Auch sonst erkennt man in seinen Motiven häufig Parallelen zu seinem Heimatland, wie es auch seine Bildkommentare verraten: Das würstchenessende Pärchen könnte ebenso gut durch Buenos Aires flanieren, auch wenn es hier ein “Choripan” wäre. Und das Großmütterchen in der Telefonzelle hat sicherlich ganz ähnliche Klatschgeschichten zu erzählen, wie ihr argentinisches Pendant. Ganz in diesem Sinne scheinen die meisten Aufnahmen von der Suche nach dem Bekannten, dem Synonymen zu erzählen – so als wollten sie sagen: “Die Menschen dort am anderen Ende des Globus leben ganz ähnlich wie wir.”

So manch ein Fotograf aus dem ehemaligen Westdeutschland hätte vermutlich andere Aufnahmen gemacht, etwa von finster dreinblickenden Polizisten, mausgrauer Einheitsware in den Schaufenstern oder klapprigen Trabi-Kolonnen. Er hätte wohl versucht, den Kontrast zu seiner Heimat aufzuzeigen und in irgendeiner Weise die politischen und wirtschaftlichen Missstände einzufangen. Erwartet man derartige Zeitzeugnisse, so mögen einem die Bilder Labrañas tatsächlich “trivial” erscheinen.

Labraña betrachtet seine Umgebung jedoch mit anderen Augen – schließlich kam er ja auch aus einem Land, welches in vielen Aspekten einen niedrigeren Lebensstandard hatte, und in dem auch diktatorische Regimes nichts Fremdes waren.

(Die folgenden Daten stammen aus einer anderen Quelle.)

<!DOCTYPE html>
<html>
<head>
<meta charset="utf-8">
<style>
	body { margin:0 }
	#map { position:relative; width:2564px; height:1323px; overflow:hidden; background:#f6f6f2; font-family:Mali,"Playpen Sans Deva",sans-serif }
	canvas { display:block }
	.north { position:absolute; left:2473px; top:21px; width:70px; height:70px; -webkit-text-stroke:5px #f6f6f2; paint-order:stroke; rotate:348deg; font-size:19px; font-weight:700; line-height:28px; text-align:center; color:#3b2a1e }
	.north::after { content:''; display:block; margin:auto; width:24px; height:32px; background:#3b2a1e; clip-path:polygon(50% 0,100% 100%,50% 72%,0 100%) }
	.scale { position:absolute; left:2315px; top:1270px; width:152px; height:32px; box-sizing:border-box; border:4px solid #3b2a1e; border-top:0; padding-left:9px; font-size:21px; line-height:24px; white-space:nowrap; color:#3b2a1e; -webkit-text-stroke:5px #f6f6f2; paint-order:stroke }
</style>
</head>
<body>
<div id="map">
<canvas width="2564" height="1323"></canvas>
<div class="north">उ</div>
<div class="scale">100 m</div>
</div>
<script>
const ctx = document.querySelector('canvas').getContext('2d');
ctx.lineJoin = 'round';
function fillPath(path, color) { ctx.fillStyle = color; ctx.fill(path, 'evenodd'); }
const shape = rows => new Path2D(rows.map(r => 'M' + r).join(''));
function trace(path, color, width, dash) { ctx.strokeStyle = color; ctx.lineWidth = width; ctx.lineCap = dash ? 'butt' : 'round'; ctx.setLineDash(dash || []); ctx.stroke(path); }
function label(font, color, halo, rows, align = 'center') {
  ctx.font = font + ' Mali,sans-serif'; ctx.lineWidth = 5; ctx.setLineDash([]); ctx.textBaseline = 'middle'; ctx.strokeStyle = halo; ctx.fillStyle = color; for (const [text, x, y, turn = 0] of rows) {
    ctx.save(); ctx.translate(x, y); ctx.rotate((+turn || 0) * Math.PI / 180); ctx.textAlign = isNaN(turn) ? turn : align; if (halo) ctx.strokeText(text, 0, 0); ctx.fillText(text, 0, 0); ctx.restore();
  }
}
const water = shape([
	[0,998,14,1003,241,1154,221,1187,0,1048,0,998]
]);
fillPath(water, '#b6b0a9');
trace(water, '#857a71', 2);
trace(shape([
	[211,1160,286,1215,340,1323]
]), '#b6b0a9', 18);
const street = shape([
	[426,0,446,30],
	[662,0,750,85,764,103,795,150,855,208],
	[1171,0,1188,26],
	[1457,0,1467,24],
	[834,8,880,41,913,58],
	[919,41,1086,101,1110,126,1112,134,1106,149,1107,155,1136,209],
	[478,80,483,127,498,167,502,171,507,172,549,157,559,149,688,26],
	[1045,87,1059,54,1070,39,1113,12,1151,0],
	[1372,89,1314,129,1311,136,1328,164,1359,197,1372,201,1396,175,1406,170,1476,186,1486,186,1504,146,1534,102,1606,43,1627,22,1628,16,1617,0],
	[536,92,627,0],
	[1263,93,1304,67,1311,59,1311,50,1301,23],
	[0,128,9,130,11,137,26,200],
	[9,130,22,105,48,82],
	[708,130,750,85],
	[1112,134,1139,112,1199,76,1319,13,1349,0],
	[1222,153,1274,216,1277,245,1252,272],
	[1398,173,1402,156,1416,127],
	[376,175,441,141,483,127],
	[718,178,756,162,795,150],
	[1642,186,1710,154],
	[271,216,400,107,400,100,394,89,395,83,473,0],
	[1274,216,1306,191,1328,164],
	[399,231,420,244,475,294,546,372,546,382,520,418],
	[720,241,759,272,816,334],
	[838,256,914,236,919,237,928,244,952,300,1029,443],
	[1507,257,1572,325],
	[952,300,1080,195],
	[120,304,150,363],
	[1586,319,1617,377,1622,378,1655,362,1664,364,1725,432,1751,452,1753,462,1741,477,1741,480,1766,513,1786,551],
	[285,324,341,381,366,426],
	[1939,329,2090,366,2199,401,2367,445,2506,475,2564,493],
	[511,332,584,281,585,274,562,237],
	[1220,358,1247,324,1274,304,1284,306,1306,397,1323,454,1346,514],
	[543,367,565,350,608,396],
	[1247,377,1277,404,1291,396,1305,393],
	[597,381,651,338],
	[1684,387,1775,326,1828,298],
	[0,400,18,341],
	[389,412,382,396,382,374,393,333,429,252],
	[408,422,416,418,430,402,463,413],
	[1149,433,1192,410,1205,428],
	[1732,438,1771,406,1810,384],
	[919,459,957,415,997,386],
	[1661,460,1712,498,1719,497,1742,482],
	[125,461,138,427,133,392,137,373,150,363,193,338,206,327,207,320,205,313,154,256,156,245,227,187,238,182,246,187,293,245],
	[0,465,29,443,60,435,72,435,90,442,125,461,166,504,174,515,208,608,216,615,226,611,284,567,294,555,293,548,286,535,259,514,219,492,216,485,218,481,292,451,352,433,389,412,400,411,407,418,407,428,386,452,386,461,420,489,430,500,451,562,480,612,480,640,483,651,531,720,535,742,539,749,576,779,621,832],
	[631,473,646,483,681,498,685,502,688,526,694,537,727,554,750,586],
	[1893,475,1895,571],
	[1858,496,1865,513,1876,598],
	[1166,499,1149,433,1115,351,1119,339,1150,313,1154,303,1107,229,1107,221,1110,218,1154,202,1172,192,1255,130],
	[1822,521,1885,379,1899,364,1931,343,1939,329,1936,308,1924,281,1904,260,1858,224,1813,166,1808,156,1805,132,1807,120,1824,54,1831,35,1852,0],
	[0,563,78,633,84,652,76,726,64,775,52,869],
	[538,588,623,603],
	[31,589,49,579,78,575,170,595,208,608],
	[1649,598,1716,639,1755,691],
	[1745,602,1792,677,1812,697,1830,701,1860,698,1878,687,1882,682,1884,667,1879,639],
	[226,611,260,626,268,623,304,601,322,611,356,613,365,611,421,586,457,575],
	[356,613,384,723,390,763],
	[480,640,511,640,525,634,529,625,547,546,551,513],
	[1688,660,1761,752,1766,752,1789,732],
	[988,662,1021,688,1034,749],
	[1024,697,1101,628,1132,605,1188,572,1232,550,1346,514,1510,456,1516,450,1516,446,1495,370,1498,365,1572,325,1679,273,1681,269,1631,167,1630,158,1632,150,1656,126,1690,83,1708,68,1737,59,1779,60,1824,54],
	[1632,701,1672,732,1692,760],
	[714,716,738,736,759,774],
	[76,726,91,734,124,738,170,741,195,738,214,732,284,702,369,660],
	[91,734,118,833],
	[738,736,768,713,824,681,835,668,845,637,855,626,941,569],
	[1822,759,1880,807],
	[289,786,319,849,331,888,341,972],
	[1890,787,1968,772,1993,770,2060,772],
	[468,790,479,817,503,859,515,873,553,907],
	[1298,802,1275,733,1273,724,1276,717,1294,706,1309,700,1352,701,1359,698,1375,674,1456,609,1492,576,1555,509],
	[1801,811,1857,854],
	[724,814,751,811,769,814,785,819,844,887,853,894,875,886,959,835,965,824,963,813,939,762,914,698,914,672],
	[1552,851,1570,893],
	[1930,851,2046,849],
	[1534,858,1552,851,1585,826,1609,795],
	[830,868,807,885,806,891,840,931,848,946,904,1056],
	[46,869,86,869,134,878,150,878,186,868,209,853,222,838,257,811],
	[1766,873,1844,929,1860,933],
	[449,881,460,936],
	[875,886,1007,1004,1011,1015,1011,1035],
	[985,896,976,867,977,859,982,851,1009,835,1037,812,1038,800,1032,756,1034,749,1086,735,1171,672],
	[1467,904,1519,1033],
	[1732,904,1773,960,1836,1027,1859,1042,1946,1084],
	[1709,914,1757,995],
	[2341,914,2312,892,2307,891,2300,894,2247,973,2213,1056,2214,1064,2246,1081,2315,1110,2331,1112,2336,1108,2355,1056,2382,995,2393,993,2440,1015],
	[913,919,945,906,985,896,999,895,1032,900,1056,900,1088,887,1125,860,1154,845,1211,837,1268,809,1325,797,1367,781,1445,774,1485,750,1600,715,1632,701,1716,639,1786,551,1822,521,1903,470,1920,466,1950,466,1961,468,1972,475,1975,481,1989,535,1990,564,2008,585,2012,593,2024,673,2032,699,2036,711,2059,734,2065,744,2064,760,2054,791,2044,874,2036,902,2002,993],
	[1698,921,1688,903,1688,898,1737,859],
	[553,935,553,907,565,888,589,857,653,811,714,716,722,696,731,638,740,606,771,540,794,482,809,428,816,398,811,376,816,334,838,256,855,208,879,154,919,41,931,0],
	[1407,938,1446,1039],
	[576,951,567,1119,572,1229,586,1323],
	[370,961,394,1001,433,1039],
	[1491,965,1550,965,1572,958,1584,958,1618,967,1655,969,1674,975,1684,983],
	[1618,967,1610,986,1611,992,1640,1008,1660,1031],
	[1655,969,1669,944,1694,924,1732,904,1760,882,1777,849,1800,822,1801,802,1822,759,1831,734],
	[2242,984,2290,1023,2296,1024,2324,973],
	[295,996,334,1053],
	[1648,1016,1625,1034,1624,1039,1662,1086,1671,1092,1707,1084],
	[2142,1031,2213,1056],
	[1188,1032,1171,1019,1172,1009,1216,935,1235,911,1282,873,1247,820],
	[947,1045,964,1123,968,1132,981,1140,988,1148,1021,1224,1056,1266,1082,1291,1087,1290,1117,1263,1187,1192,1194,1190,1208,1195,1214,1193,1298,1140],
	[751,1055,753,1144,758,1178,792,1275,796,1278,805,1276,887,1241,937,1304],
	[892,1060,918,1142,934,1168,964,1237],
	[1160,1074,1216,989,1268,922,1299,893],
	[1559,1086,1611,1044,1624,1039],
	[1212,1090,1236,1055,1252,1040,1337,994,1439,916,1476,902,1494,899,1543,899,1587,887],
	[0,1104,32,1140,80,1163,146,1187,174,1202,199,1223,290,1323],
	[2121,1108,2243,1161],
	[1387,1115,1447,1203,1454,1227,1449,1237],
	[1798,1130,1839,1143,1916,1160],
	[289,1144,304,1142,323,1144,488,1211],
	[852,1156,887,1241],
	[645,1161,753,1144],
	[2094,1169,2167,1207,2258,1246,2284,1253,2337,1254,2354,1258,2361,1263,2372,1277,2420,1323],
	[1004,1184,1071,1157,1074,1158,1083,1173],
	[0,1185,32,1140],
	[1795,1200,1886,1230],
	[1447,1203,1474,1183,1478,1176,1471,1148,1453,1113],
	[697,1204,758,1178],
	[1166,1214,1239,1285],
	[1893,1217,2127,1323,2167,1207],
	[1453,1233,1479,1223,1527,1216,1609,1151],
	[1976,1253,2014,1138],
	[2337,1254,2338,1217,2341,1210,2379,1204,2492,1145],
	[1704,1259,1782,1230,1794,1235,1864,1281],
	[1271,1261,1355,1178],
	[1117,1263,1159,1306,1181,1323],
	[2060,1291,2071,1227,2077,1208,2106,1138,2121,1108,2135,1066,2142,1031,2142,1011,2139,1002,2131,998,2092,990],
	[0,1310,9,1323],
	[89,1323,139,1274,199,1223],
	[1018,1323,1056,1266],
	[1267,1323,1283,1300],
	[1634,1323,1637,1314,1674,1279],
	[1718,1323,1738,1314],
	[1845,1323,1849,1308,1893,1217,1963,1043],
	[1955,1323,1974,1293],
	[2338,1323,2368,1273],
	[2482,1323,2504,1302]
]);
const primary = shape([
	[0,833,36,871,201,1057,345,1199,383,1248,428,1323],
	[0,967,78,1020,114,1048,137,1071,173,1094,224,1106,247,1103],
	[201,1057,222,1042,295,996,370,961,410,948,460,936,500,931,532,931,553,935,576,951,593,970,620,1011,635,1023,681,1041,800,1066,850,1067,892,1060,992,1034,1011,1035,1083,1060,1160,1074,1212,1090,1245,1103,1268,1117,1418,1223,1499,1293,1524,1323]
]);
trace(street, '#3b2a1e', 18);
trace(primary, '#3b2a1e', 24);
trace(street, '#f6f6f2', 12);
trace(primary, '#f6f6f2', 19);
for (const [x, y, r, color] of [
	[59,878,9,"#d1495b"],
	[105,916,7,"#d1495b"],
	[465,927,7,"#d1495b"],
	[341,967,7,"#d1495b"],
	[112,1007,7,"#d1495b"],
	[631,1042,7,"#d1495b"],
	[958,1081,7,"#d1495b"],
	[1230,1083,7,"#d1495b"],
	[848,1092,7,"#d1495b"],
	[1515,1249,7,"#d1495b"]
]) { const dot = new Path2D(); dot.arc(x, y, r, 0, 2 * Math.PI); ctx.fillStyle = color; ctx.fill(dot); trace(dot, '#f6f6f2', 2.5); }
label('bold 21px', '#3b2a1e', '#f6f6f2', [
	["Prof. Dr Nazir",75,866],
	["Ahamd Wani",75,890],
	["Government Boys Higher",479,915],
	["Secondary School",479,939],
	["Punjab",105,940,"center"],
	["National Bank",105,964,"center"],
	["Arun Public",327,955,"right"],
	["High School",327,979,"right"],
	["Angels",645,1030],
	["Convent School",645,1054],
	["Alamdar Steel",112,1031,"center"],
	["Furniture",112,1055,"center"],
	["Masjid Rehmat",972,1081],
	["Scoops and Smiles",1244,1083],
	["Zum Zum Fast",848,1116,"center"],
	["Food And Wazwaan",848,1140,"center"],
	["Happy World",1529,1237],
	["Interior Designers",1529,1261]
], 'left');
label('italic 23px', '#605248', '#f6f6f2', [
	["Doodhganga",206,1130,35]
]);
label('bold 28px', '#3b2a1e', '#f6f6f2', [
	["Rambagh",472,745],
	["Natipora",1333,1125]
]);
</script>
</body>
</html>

Betrachtet man somit die gut drei Dutzend Schwarzweiß-Fotos als einfache Momentaufnahmen aus dem ostdeutschen Alltag, so atmen die Szenen durchaus die Lebensatmosphäre dieser Epoche – gerade aufgrund ihrer “Trivialität”.

Foto Club Buenos Aires, „José M. Porcallas“-Saal, San José 181. Montag bis Freitag 14-22 Uhr, Samstag 9-17 Uhr. Eintritt frei. Bis 7. April.

Der Artikel erschien am 18.3.06 im “Argentinischen Tageblatt”.